JMdictProject / JMdictIssues

JMdict Japanese dictionary - lexicographic, etc. issues management
18 stars 1 forks source link

New tags for preferred or common forms #142

Open parfait8566 opened 1 month ago

parfait8566 commented 1 month ago

The way JMdict currently works makes it hard to correctly interpret the frequency of certain forms. This was also (kinda) discussed in #113.

Let's take 曲がりなりにも for example: Form N-grams %
曲がりなりにも 50,146 59.1%
曲り形にも 44 0.1%
まがりなりにも 34,690 40.9%

Not quite [uk] as the kanji forms are still almost at 60% of the total, but the hiragana form is still remarkably common. While Sanseido Kokugo Jiten doesn't have them in this particular entry, they often use red parenthesis to say that this word is okay to write in kana only. The problem with Sanseido's parenthesis is that they can be rather ambiguous: "okay to write in kana only" as in okay to write in hiragana, katakana or both? I'd instead prefer some sort of tag like [cF] (common form) which could be applied to individual forms (including the hiragana forms in the readings section) to flag them as commonly used.

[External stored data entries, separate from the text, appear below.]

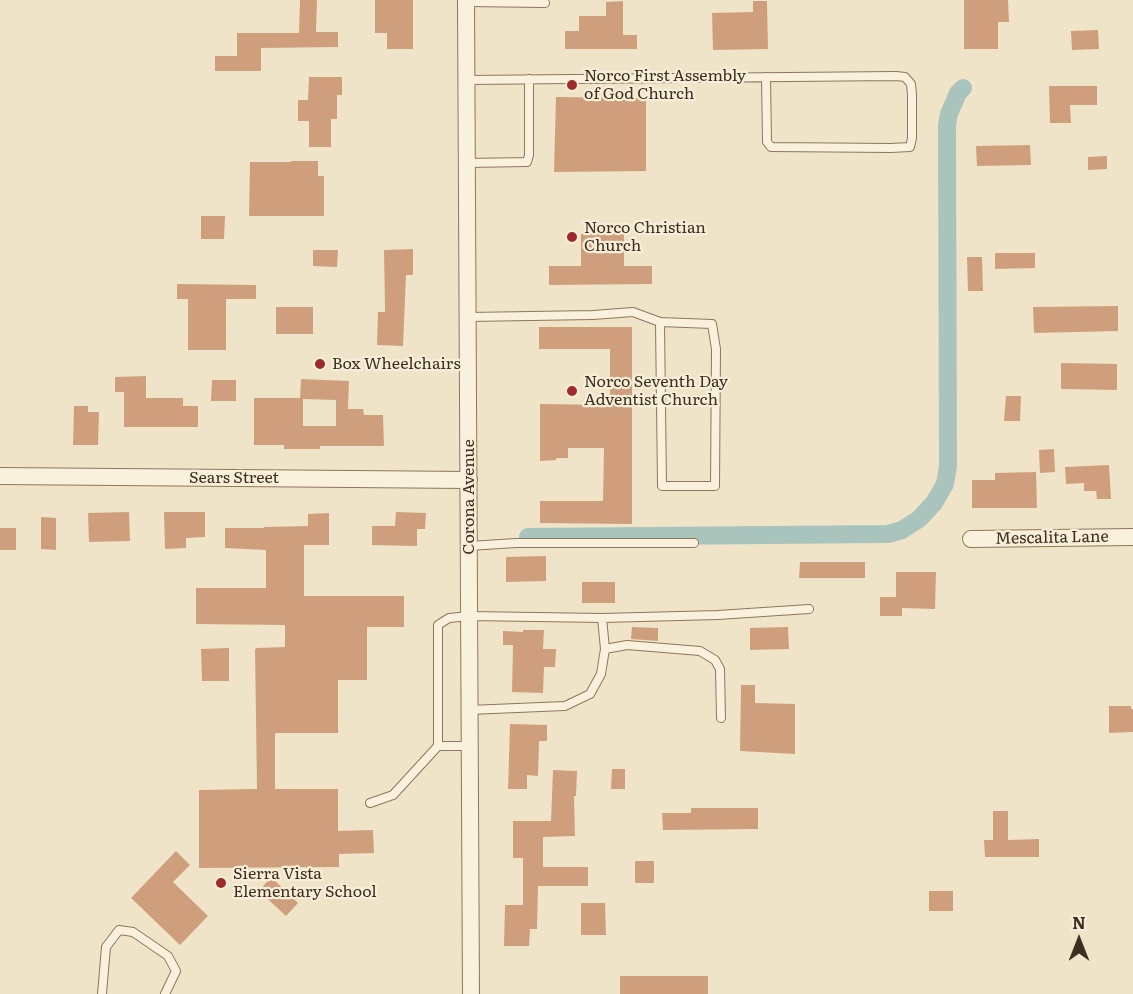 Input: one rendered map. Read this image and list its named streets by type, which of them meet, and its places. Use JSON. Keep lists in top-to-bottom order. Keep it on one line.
{"streets":{"street":["Sears Street","Corona Avenue","Mescalita Lane"]},"crossings":[["Sears Street","Corona Avenue"]],"places":["Norco First Assembly of God Church","Norco Christian Church","Box Wheelchairs","Norco Seventh Day Adventist Church","Sierra Vista Elementary School"],"north":"top"} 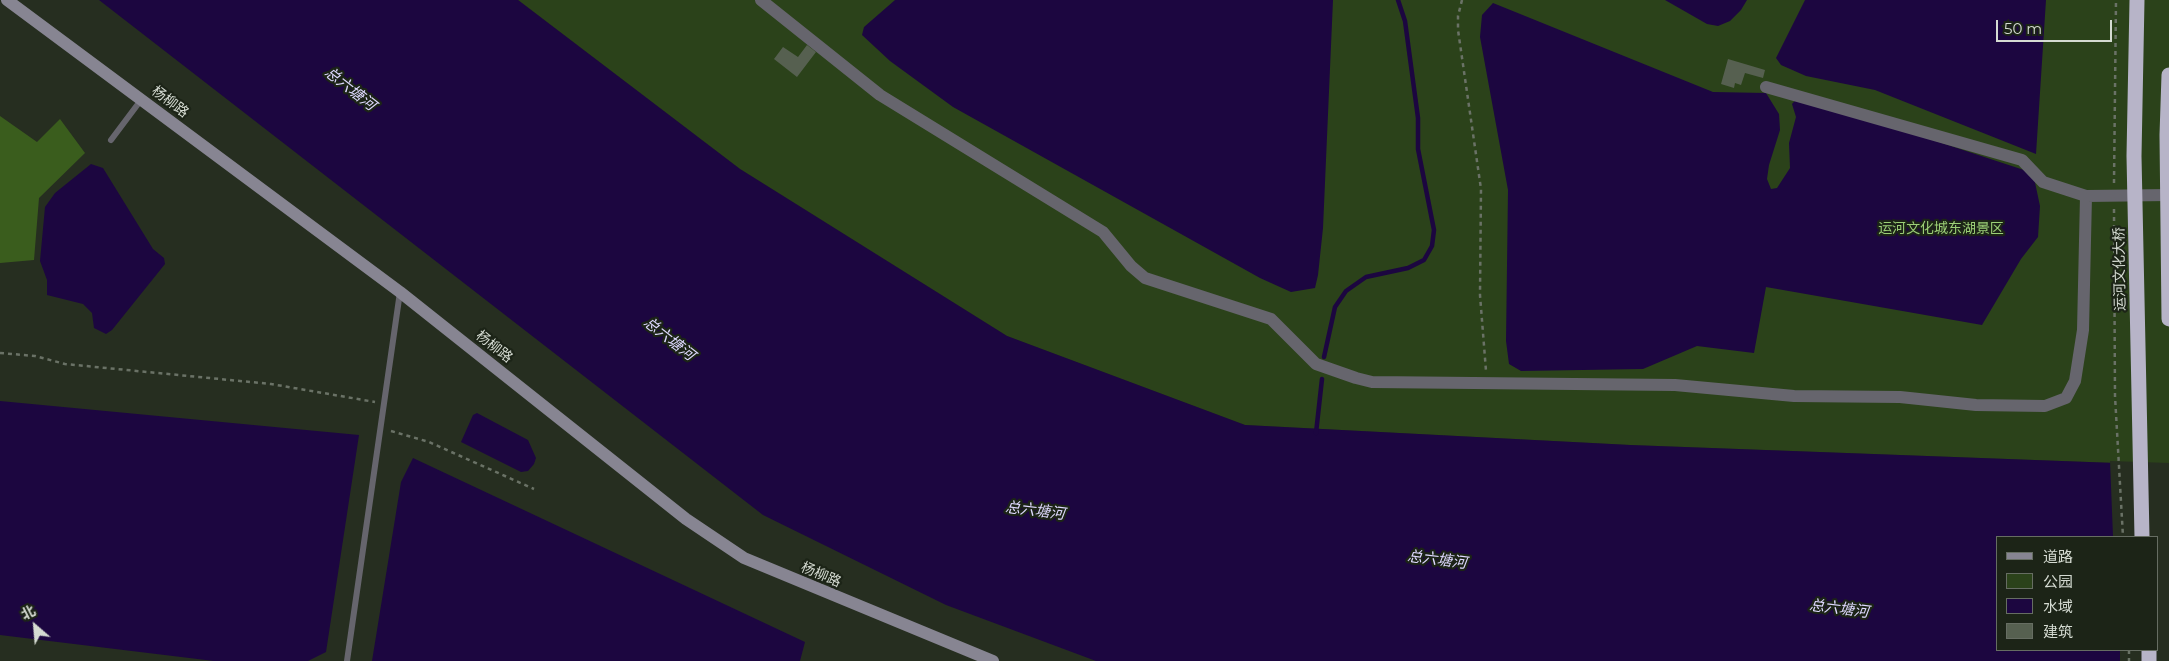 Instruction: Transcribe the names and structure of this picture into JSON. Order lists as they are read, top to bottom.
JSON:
{
  "streets": {
    "highway": ["运河文化大桥"],
    "street": ["杨柳路"]
  },
  "water": ["总六塘河"],
  "parks": ["运河文化城东湖景区"],
  "legend": [
    "道路",
    "公园",
    "水域",
    "建筑"
  ],
  "scale_bar": "50 m",
  "north": "top left"
}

The [uk] (usually written in kana only), to some extent, suffers from the same problems as Sanseido's parenthesis. Let's take 辛子 (からし) as an example: Form N-grams Percentage
辛子をつけ 1,763 28.6%  
からしをつけ 3,098 50.2%  
カラシをつけ 1,305 21.2%

Sites and apps could technically infer that since 1. the entry is [uk] tagged and 2. the katakana form isn't first in the readings section, at least one additional commonly used hiragana form must exist. But they still would have no way of knowing if this hiragana form is more or less popular than the katakana form. In this case, からし is considerably more popular than カラシ.

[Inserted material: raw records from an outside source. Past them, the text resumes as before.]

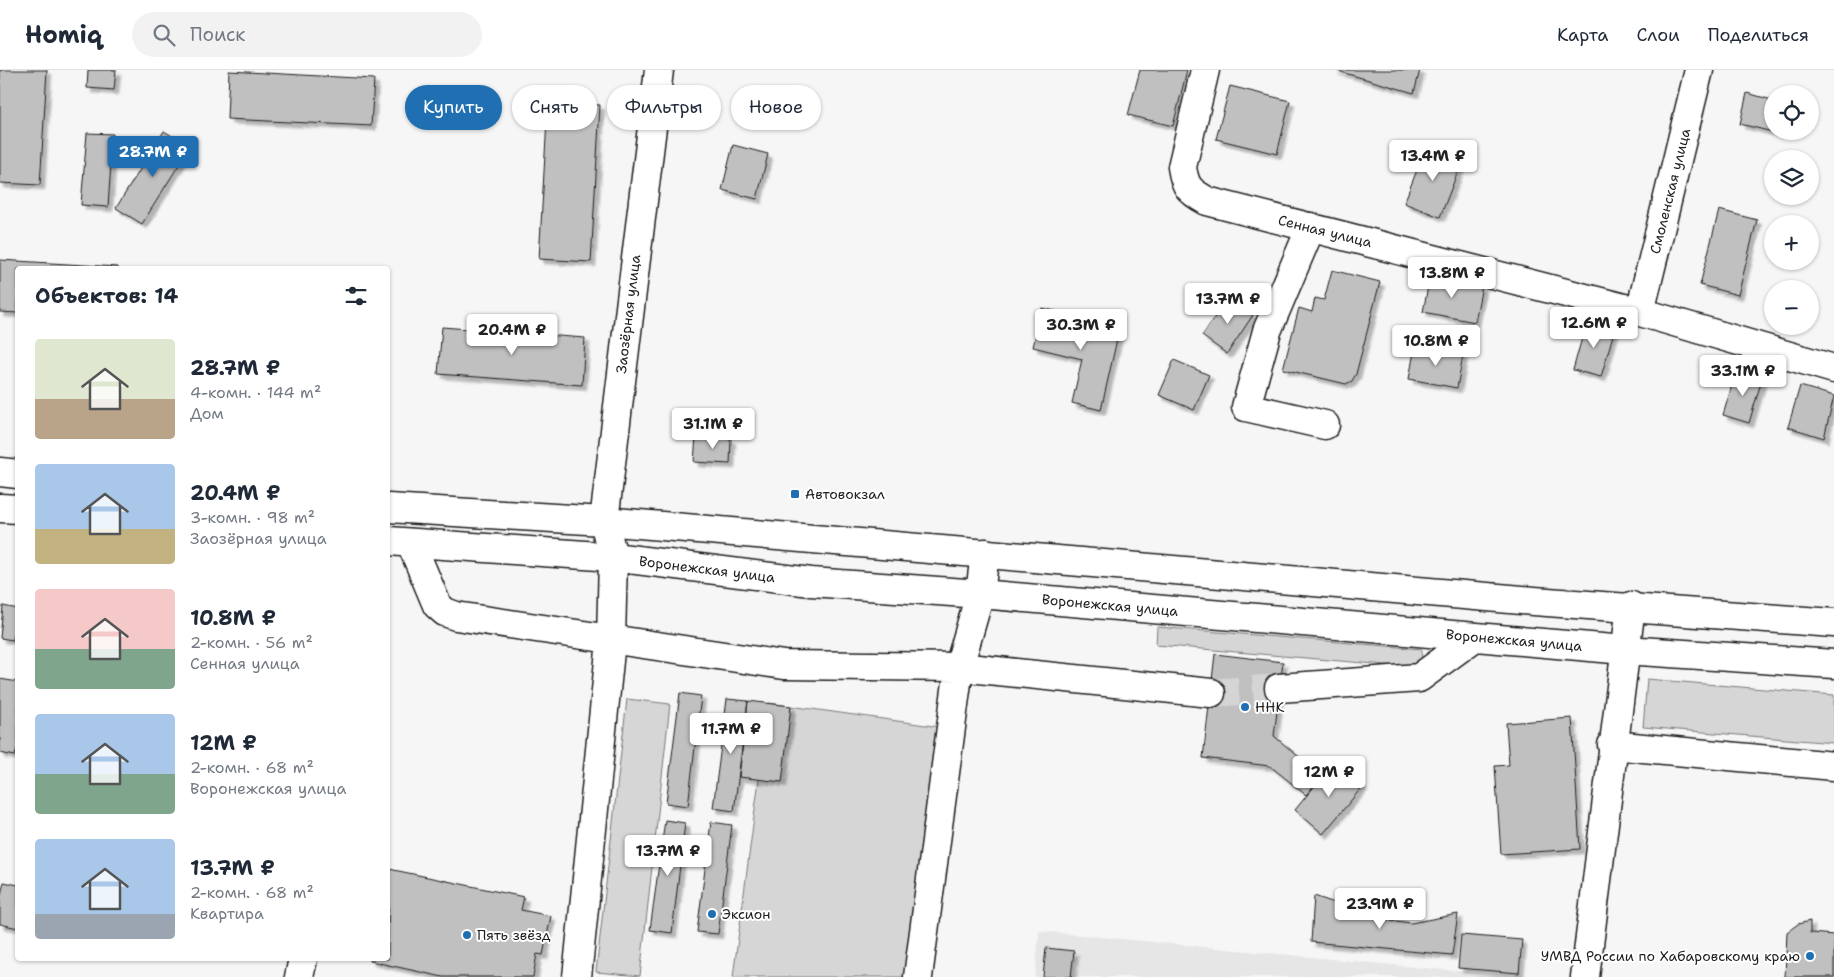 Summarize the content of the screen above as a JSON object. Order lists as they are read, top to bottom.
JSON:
{
  "streets": {
    "main road": [
      "Смоленская улица",
      "Сенная улица",
      "Заозёрная улица",
      "Воронежская улица"
    ]
  },
  "crossings": [
    ["Смоленская улица", "Сенная улица"],
    ["Заозёрная улица", "Воронежская улица"]
  ],
  "places": {
    "transit": ["Автовокзал"],
    "other": [
      "ННК",
      "Эксион",
      "Пять звёзд",
      "УМВД России по Хабаровскому краю"
    ]
  },
  "page": {
    "header": "Homiq",
    "search": "Поиск",
    "nav": ["Карта", "Слои", "Поделиться"],
    "map_buttons": ["+", "−"],
    "chip": [
      "Купить",
      "Снять",
      "Фильтры",
      "Новое"
    ],
    "price": [
      "28.7M ₽",
      "13.4M ₽",
      "13.8M ₽",
      "13.7M ₽",
      "12.6M ₽",
      "30.3M ₽",
      "20.4M ₽",
      "10.8M ₽",
      "33.1M ₽",
      "31.1M ₽",
      "11.7M ₽",
      "12M ₽",
      "13.7M ₽",
      "23.9M ₽"
    ],
    "heading": "Объектов: 14",
    "list": [
      {
        "name": "28.7M ₽",
        "note": "4-комн. · 144 m² · Дом"
      },
      {
        "name": "20.4M ₽",
        "note": "3-комн. · 98 m² · Заозёрная улица"
      },
      {
        "name": "10.8M ₽",
        "note": "2-комн. · 56 m² · Сенная улица"
      },
      {
        "name": "12M ₽",
        "note": "2-комн. · 68 m² · Воронежская улица"
      },
      {
        "name": "13.7M ₽",
        "note": "2-комн. · 68 m² · Квартира"
      }
    ]
  }
}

Another example (鯨): Form N-grams Percentage
鯨の肉 6,072 46.8%  
クジラの肉 3,919 30.2%  
くじらの肉 2,989 23.0%

Here the hiragana form is less popular than the katakana one.

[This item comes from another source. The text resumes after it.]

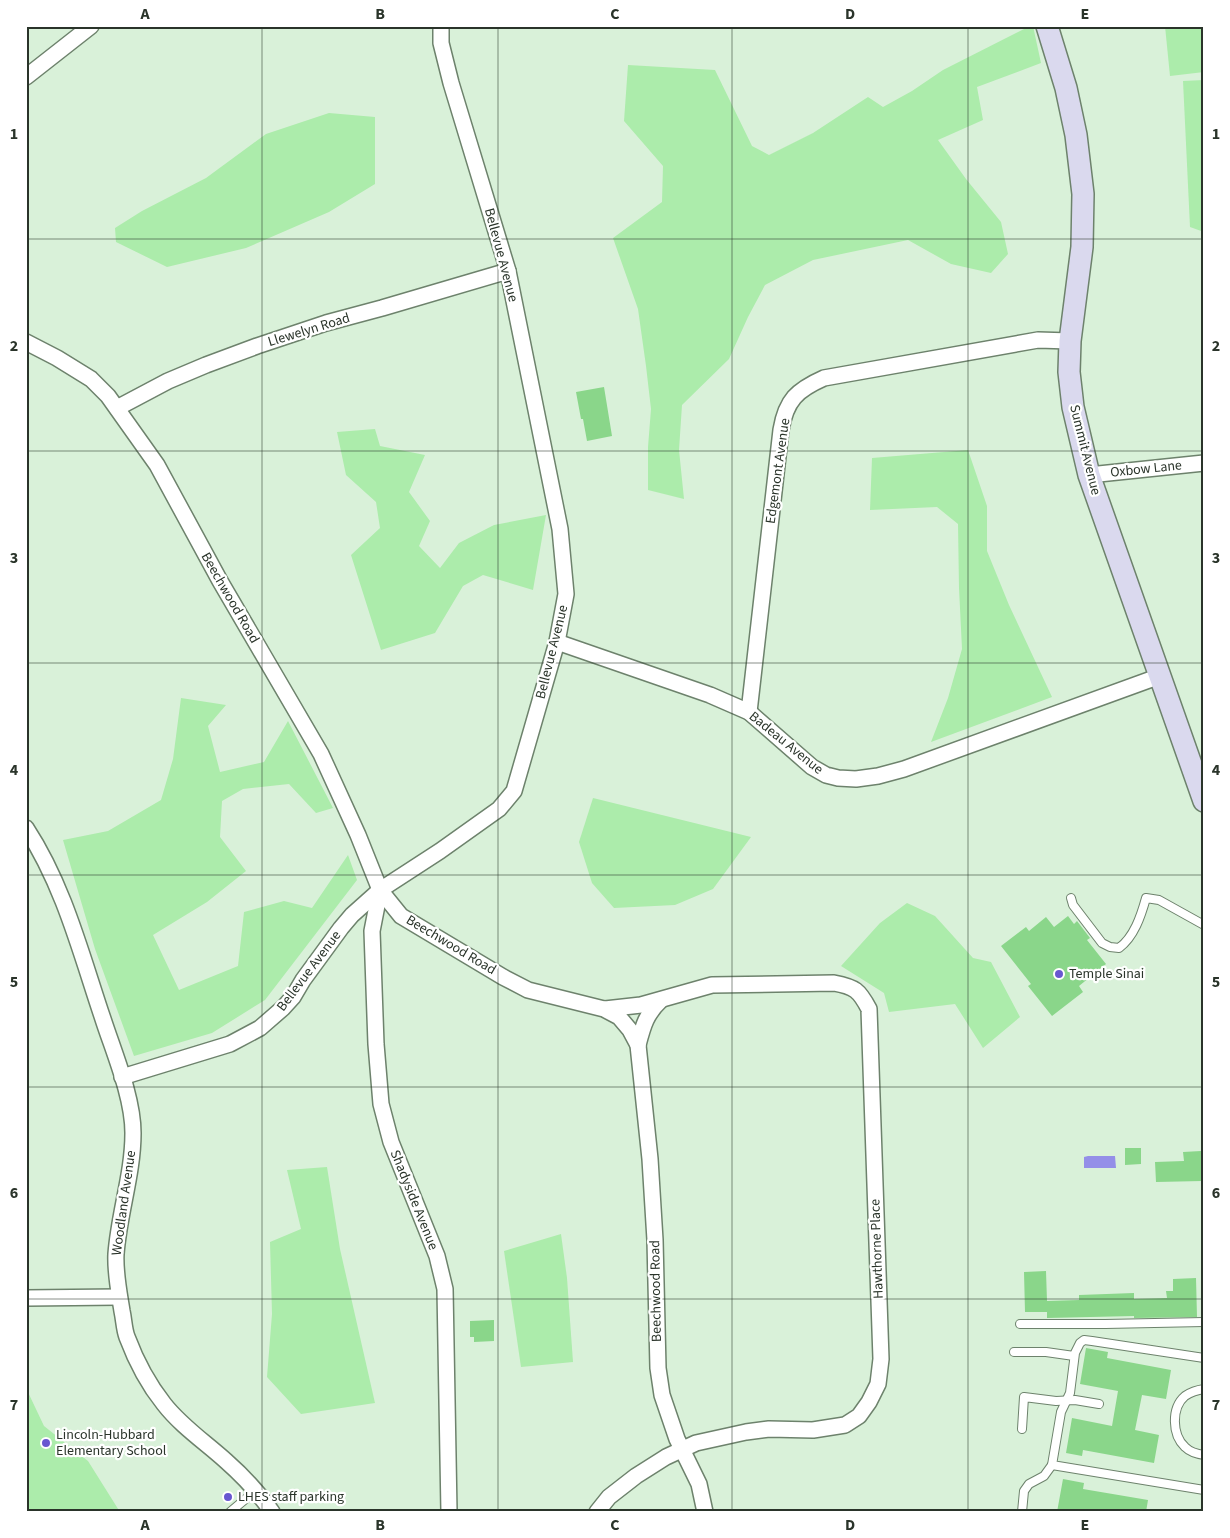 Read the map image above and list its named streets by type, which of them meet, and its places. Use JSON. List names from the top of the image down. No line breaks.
{"streets":{"street":["Bellevue Avenue","Llewelyn Road","Summit Avenue","Oxbow Lane","Edgemont Avenue","Beechwood Road","Badeau Avenue","Shadyside Avenue","Woodland Avenue","Hawthorne Place"]},"crossings":[["Bellevue Avenue","Llewelyn Road"],["Bellevue Avenue","Beechwood Road"],["Bellevue Avenue","Badeau Avenue"],["Bellevue Avenue","Shadyside Avenue"],["Bellevue Avenue","Woodland Avenue"],["Llewelyn Road","Beechwood Road"],["Summit Avenue","Oxbow Lane"],["Summit Avenue","Edgemont Avenue"],["Summit Avenue","Badeau Avenue"],["Edgemont Avenue","Badeau Avenue"],["Beechwood Road","Shadyside Avenue"],["Beechwood Road","Hawthorne Place"]],"places":["Temple Sinai","Lincoln-Hubbard Elementary School","LHES staff parking"],"grid":{"columns":["A","B","C","D","E"],"rows":["1","2","3","4","5","6","7"]}}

I propose two new tags: [pF] (preferred form) and [cF] (commonly used form). You could apply [cF] to commonly used kana forms in entries not tagged as [uk]. If a [uk] entry has a decidedly most common form (like からし for 辛子), you could apply [pF] to it and [cF] to the others ( カラシ). If there's no such form, you can just apply [cF] to the commonly used forms (クジラ and くじら for 鯨).

Marcusjmdict commented 1 month ago

This sounds like a very precise system that would perhaps have been a good way of doing things if we had been doing it from the start (if the ngrams or something had been available), but at this stage, with 200K+ entries, I question whether the incremental improvement that this could result in would be worth the gargantuan amount of work it would require.

parfait8566 commented 1 month ago

Again, I'm not really saying the editors should be forced at gunpoint to re-edit the thousands of entries and work on them nonstop until they're all done. Whoever is willing to go back on old entries and help can do it. If the system were implemented I don't think adding [pF] or [cF] to individual forms would require too much time. And I absolutely think adding these tags (or something similar would be worth it).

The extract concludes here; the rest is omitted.